Ensuite, Georg Baselitz répond sans le dire explicitement à une critique récurrente contre l'art contemporain. Il est reproché aux artistes de ne pas donner assez de place à la belle manière et de ne pas être héritiers du talent de la peinture classique et moderne. La critique rappelle le « peinturlurage » dont Baselitz est accusé en 1963. Mais dans l'entretien, l'artiste démontre au contraire sa claire conscience de l'histoire de l'art et de ses influences : « Je savais qu'il y avait [...] quelque chose sur la tête de Madame Cézanne. Je savais que c'était un bandeau ou une coiffure, une coiffe. Et je me rappelle aussi la position des mains. Ca voulait pas forcément dire quelque chose, ça voulait pas dire que Madame Cézanne faisait quelque chose avec ses mains, mais c'est la position d'une femme pieuse, d'une femme religieuse. [...] De retour d'Italie, j'ai vérifié dans une bibliothèque ce qu'il en était des tableaux de Cézanne, et dans pratiquement tous les portraits, il a cette position. Non seulement sa femme, les portraits de sa femme, mais les portraits de jardiniers, et ce n'est pas que ces mains fassent quelque chose, mais les deux mains sont proches l'une de l'autre comme des personnages pieux assis dans une église. » Il propose une analyse pénétrante de l'oeuvre de Cézanne, témoignant de son propre recul et de sa culture artistique.

Baselitz dit : « je n'ai pas un lien très intense avec la peinture de Cézanne, je trouvais ça intéressant que Madame Cézanne ce soit devenu ma mère », il ramène à lui toute une tradition de la citation dans l'art.
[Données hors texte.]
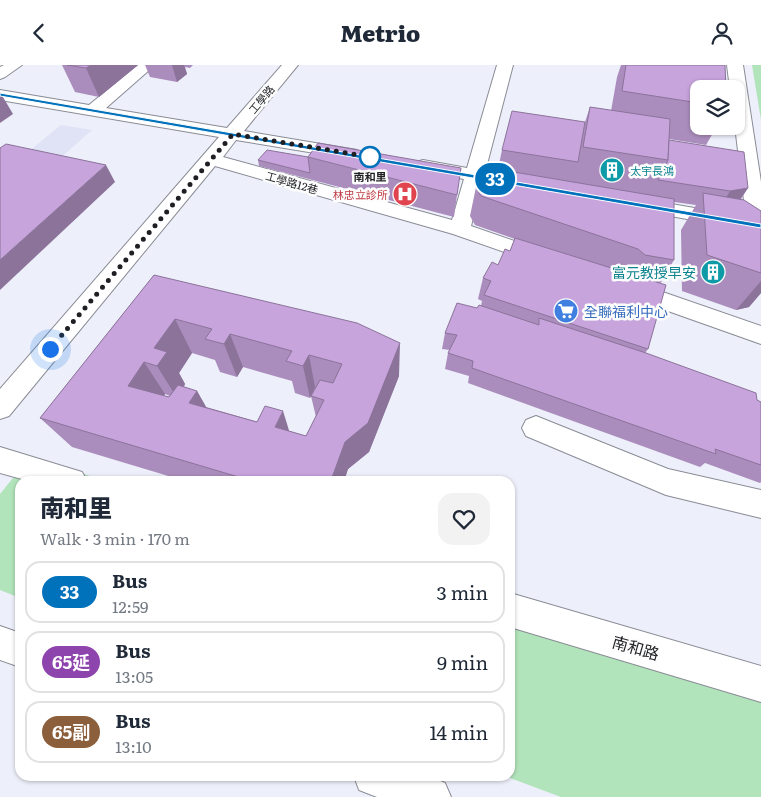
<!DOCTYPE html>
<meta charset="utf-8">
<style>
:root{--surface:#fff;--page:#f2f2f3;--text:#1f2937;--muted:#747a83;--line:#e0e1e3}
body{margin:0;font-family:Literata,"Noto Sans TC",serif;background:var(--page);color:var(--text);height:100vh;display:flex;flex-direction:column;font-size:19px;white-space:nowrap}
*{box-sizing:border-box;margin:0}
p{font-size:16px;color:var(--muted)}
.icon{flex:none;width:28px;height:28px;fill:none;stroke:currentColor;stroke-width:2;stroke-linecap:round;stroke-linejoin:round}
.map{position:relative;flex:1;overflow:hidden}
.side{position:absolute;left:15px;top:411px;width:500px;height:305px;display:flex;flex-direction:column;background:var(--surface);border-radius:15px;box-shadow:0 1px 4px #0004}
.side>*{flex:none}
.badge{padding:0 10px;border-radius:16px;font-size:18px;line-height:32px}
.tools{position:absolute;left:690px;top:15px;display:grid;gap:10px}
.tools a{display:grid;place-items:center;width:55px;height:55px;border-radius:10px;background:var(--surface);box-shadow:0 1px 4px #0004;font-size:25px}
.you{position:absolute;width:25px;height:25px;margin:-12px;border:4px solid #fff;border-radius:50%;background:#1a73e8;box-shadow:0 0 0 8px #1a73e833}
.map>.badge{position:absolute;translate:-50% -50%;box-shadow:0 0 0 2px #fff}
.round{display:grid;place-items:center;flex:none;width:52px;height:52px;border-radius:15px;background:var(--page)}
.overview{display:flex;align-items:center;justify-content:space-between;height:85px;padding:0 25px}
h1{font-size:24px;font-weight:800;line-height:38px}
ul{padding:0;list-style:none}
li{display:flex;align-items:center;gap:15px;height:62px;margin:0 10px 8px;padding:0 15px;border:2px solid var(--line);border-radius:15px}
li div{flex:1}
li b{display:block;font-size:19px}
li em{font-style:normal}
li .badge{min-width:55px;font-weight:700;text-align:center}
header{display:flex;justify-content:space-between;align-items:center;height:65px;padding:0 25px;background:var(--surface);font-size:22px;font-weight:800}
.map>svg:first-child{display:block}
.built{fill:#dfe3f5}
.green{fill:#b2e4bb}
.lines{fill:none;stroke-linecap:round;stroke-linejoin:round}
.minor-casing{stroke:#898c95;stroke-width:2}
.minor{fill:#fff;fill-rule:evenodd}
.wall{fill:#ab8dbd;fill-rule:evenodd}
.shaded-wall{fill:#8b739a}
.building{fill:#c7a4dc;stroke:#8b739a;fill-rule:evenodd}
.line{fill:#0072bc;stroke:#fff}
.walk{stroke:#1e1f23;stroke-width:5;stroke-dasharray:0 9}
.stop-dot{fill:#fff;stroke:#0072bc;stroke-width:2.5}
.labels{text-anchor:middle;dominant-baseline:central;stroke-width:5;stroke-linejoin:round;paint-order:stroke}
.far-street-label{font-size:11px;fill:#1e1f23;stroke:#fdfdfd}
.far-culture-label{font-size:11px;fill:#0d838f;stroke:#fdfdfd;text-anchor:start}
.far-stop-label{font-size:11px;font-weight:bold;fill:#1e1f23;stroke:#fdfdfd}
.far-health-label{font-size:11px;fill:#be3a42;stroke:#fdfdfd;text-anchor:end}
.culture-label{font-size:14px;fill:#0d838f;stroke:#fdfdfd;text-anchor:end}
.shop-label{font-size:14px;fill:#366cbe;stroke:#fdfdfd;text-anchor:start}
.near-street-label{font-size:16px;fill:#1e1f23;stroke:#fdfdfd}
</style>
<header><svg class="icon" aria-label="back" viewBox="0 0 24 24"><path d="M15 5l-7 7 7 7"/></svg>Metrio<svg class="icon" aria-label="person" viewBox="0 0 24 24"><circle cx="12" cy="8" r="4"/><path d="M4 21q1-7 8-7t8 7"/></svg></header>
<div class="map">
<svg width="761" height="732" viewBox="0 0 761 732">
<rect width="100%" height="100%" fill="#edeffa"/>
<path class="built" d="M61,60L92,65L49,103L17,96Z"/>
<g class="green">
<path d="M752,0H761V55Z"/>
<path d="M30,392L106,416H20V533L0,525V429Z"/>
<path d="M510,544L761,624V732H561L505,711H510Z"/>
</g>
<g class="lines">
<defs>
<g id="minor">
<path d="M4,0H22L5,12L0,14V2Z"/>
<path d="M138,0H155L106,43L227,63L282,0H298L244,66L351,84L357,85L360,89L357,93L351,94L236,75L223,92L452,155L464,114L416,105L414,101L416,97L423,95L467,103L497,0H513L485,107L523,114L526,118L523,122L516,124L482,118L471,161L555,190L558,195L555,200L547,202L453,169L215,101L9,351L0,354V324L219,72L0,35V25L89,40Z"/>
<path d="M727,0H743L761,117V192L753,190L750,185L748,165L637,145L630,143L627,139L630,135L637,133L746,152L735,61L736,24H730Z"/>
<path d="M628,215L761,261V279L620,229L617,223L620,217Z"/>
<path d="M536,351L668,404L761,425V453L666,430L526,371L522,363L526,355Z"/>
<path d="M0,382L82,407L87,416H29L0,408Z"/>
<path d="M510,528L761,601V637L510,562Z"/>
<path d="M0,561L20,568V602L0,595Z"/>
<path d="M354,711H429L445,718L451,732H377L359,725Z"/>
</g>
</defs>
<use href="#minor" class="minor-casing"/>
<use href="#minor" class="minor"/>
</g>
<g class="wall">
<path d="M62,0H138L99,32L75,27Z"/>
<path d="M145,0H193L190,3L185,2L187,9L177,17L150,12Z"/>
<path d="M621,0H725L699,24V61H717L706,80L669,74V75L748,123L741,134L761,146V228L749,242L736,245L682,226L681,165L696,140L674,137V195L660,219L648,284L645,288L761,337V417L760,418L705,398L700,402L468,318L469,311L445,304L448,288L450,285L442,284L445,268L481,241L482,236L478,234L483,213L498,200L510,186L515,174L475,160L470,151L476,122L498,104L502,85L585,57L590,42L611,46L617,12Z"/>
<path d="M308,92L457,130L454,152L259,101L258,95Z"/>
<path d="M154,210L399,311L369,387L348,404L344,416H185L72,382L40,353ZM192,288L215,295L220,307L237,312L243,302L292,316L295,328L310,333L311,331L316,352L306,371L206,342L197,326L184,322L185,319L179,308ZM165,329L170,331L169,332L164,331Z"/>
</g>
<g class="shaded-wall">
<path d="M91,0H138L99,32L86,3Z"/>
<path d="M172,0H184L187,9L177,17Z"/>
<path d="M0,27L13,49L0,58Z"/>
<path d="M106,100L115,117L0,225V195Z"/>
<path d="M748,123L736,140L719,144L730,126Z"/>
<path d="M761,216V228L749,242L736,245Z"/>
<path d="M175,254L192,288L179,308L185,319L177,333L157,301L154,283Z"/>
<path d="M230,269L243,302L237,312L224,279Z"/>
<path d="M400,278L399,311L369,387L348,404L344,416H327L345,377Z"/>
<path d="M309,290L315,322L310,333L303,301Z"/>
<path d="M144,297L165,329L151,352L128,321Z"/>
<path d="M197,326L214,356L189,338Z"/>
<path d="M283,346L292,375L275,362Z"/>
</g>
<g class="building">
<path d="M67,0H91L86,3Z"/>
<path d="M626,0H725L726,24H699V38L622,26Z"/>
<path d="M590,42L670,54L668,95L583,82Z"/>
<path d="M512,46L585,57L578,97L502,85Z"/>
<path d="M669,75L744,87L748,123L730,126L658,115L668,95Z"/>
<path d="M318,78L461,103L457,130L308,92Z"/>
<path d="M6,79L106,100L0,195V83Z"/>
<path d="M267,85L308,92L310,108L258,95Z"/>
<path d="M490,103L674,134V195L645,190L638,184L481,131L476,122L478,111Z"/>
<path d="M703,128L744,135L761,146V208L707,190Z"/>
<path d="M515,173L666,220L648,284L484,230L491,216L483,213L492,197L498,200L505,184L510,186Z"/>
<path d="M154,210L357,258L400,278L368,358L345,377L333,410L327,416H252L40,353ZM175,254L212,264L205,274L224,279L230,269L292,286L286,296L303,301L309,290L342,299L333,318L320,315L311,331L324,335L306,371L275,362L283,346L265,341L257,357L189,338L197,326L178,320L169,332L128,321L144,297L157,301L167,287L154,283Z"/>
<path d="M457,238L477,243L479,240L539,260V253L646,288L756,328L757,335L761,337V400L715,384L716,389L472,303L473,296L448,288L457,270L445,268Z"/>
</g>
<path class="line" d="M0,28L761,159V163L0,31Z"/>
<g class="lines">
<path class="walk" d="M50,284L233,69L370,92"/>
</g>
<defs>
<symbol id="building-disc" viewBox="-11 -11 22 22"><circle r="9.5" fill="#0f9aa8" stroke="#fdfdfd"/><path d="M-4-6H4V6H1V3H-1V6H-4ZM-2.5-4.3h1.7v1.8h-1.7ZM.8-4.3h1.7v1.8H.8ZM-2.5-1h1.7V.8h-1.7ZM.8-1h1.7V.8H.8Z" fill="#fff"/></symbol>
<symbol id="hospital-disc" viewBox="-11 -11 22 22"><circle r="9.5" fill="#e0444e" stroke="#fdfdfd"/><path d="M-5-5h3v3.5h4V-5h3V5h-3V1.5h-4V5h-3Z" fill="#fff"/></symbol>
<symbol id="supermarket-disc" viewBox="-11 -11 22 22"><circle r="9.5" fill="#3f7fe0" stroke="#fdfdfd"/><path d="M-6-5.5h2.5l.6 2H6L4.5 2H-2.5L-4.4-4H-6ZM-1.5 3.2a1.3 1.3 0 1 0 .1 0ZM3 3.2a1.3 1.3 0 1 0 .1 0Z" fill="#fff"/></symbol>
</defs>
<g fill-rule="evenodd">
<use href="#building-disc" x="598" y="91" width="28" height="28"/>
<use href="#hospital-disc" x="391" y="115" width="28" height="28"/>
<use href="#building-disc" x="699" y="193" width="28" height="28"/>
<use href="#supermarket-disc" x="552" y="232" width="28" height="28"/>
</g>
<circle class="stop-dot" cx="370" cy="92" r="10"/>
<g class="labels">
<g class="far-street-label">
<text transform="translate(261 34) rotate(-50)">工學路</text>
<text transform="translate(292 117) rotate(16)">工學路12巷</text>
</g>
<g class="far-culture-label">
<text x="630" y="105">太宇長鴻</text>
</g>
<g class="far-stop-label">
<text x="370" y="111">南和里</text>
</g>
<g class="far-health-label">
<text x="388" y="129">林忠立診所</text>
</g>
<g class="culture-label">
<text x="696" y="207">富元教授早安</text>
</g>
<g class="shop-label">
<text x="584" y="246">全聯福利中心</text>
</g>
<g class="near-street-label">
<text transform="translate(636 582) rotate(16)">南和路</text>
</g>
</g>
</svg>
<div class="tools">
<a><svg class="icon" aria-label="layers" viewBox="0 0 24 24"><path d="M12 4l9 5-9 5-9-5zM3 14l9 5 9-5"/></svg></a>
</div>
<div class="you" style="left:50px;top:284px"></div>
<b class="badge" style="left:495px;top:114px;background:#0072bc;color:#fff">33</b>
<section class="side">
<div class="overview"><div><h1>南和里</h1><p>Walk · 3 min · 170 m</p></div><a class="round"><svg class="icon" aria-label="heart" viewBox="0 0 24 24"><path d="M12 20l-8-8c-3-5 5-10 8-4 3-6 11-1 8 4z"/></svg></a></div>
<ul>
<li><span class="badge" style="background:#0072bc;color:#fff">33</span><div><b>Bus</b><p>12:59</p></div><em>3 min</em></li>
<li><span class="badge" style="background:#8e44ad;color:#fff">65延</span><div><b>Bus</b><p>13:05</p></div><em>9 min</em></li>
<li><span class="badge" style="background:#8b5e3c;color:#fff">65副</span><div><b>Bus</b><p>13:10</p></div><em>14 min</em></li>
</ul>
</section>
</div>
Il connecte ainsi l'art contemporain aux autres périodes et à ce qu'il est : la recherche renouvelée de la forme en partant sur des sujets qui restent assez intangibles. On peut penser au Déjeuner sur l'herbe peint par Edouard Manet en 1863 qui fait référence au Concert champêtre du Titien peint en 1508-1509 ou à la Partie carrée de Watteau en 1713. Le motif est ensuite plus directement repris par Claude Monet en 1865, Pablo Picasso en 1961, Alain Jacquet en 1964. Il s'agit à la fois d'un hommage, ce que ne revendique pas pour lui Baselitz, et une manière de travailler la technique : « pour peindre ce tableau j'avais besoin d'un portrait en pied, donc il a fallu que j'invente le bas, et je n'avais encore jamais fait ça [...]. J'ai eu sous les yeux le Portrait de Madame Cézanne fait par son mari et il a donc fallu que je réfléchisse à cette deuxième moitié de portrait pour peindre la mère ». Lorsqu'on lui cherche des affinités, c'est plutôt vers Dubuffet, Chaissac, Munch, Nolde qu'il faut se tourner.